Et je me demande tout à coup si le débit monotone que nous avions souvent en récitant n'était pas une façon de nous protéger de trop d'émotion.
Imaginons la récitation d'autres choses que de la poésie, théâtre ou de la littérature. Le bottin par exemple ?
Mais il est des cas où la poésie perd de la crédibilité naturaliste : a-t-on déjà vu une biche bramer ? Un autre Maurice (Genevoix) ne s'y serait pas trompé, lui !
La Plume: sans doute dû aussi à la timidité et à la grande concentration. De ce côté-là, rien n'a changé aujourd'hui. Si: c'est moi qui fais le spectacle!
Cornus: cela s'appelle la "licence" poétique, mon cher!
Ah cette biche, comme elle me fondait le coeur. J'ai toujours adoré récité les poésies à l'école, et comme je mettais beaucoup de conviction et le ton, j'étais très souvent appelée au tableau. La seule chose qui me donnait vraiment du plaisir dans ces écoles honnies.
Ma mère aimait Rollinat me la récitait et je pleurais ! Je fus mis en contact très jeune avec les "Hydropathes".
"La Biche", Je l'ai mise en musique... Voix de soprano et piano...
Maurice, prénom de poète, Fombeur, le poitevin délicieux que Poulenc mit souvent en musique, Maeterlinck le flamand le plus génial,
et puis parmi les "Maurice" il y avait aussi hélas !le calamiteux Maurice Carème...
Son petit faon délicieux ? Le poète a, en fait, transformé le faon en un délicieux rôti avant que d'écrire ce poème, pris de remord... Avec l'espoir secret de faire subir le même sort à la biche éplorée et bramante...
Cornus n'admet pas ce type de "licence", et crie au scandale ! D'ailleurs, Cornus n'admet rien ce soir tant il a fait l'objet d'attaques scélérates !
Valérie: c'est étrange comme encore aujourd'hui, les élèves aiment ce genre d'exercice.
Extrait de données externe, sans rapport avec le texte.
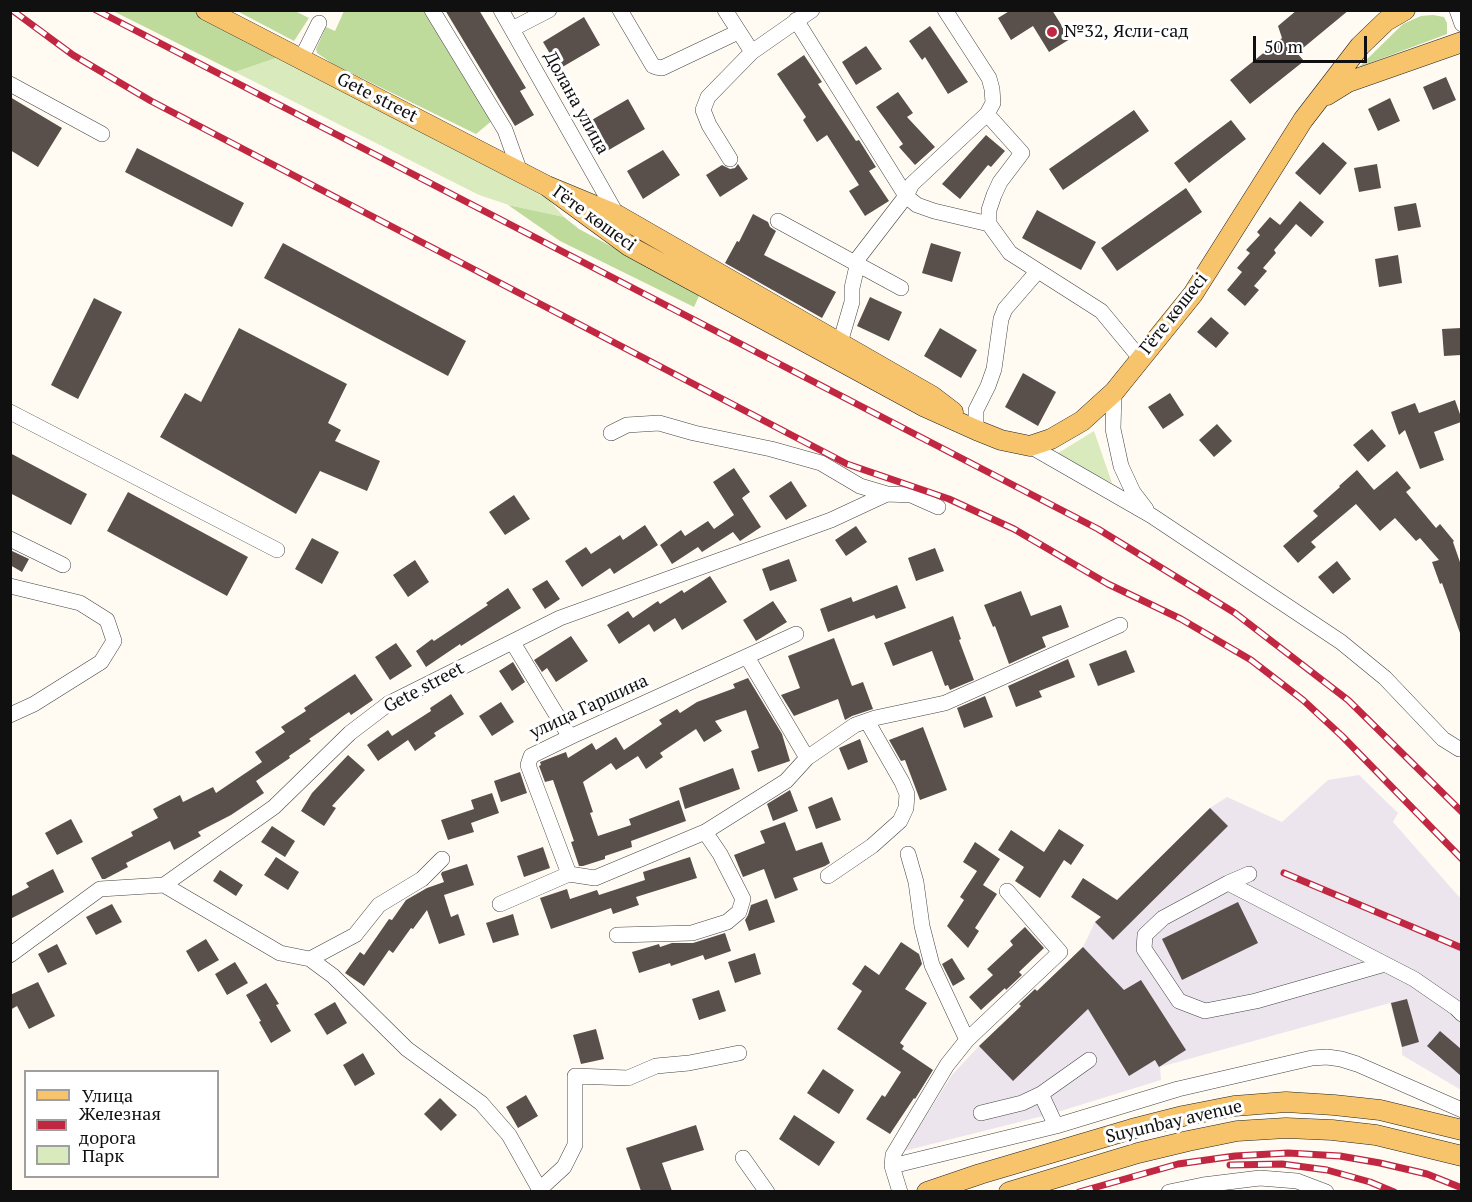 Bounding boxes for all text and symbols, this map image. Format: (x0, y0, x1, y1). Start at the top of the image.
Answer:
place label: №32, Ясли-сад (1064, 21, 1189, 43)
scale bar (1256, 24, 1370, 62)
marker: №32, Ясли-сад (1045, 25, 1059, 39)
text: 50 m (1264, 34, 1303, 58)
street label: Долана улица (539, 48, 613, 158)
street label: Gete street (333, 68, 421, 128)
street label: Гёте көшесі (548, 182, 640, 256)
street label: Гёте көшесі (1136, 269, 1212, 359)
street label: Gete street (380, 658, 468, 718)
street label: улица Гаршина (526, 670, 652, 744)
legend (24, 1070, 219, 1178)
text: Улица (82, 1083, 133, 1107)
street label: Suyunbay avenue (1104, 1096, 1244, 1148)
text: Железная дорога (79, 1101, 161, 1149)
text: Парк (82, 1143, 124, 1167)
P.P: tu l'as mis en musique? J'aimerais entendre ça! Y a pas un petit youtube qui traine?
Fabrice: Tueur de poésie avec tes obsessions culinaires! Remarque, ça ne doit pas être mauvais et je suis sûr que tu saurais préparé ça à merveille!
Cornus: bon, alors, de quel vin accompagnerais-tu le plat de Fabrice?
Pour un faon, il faut un vin d'exception. Pas de la force mais de la rigueur. Pas d'agressivité, mais de la rondeur. Pas de la rudesse, mais de la subtilité. Pas de la tannique brutalité, mais la douceur vouptueuse du velours. Pas de l'éjaculation précoce mais de la longueur en bouche [pardon].
On l'aura compris, aucun Bordeaux ne peut répondre à une telle définition. Je recommande donc un grand cru de la côte de Beaune. Qui d'autre qu'un Corton pourrait faire l'affaire ?
Cornus: ça, c'est de la poésie, et même un peu licencieuse!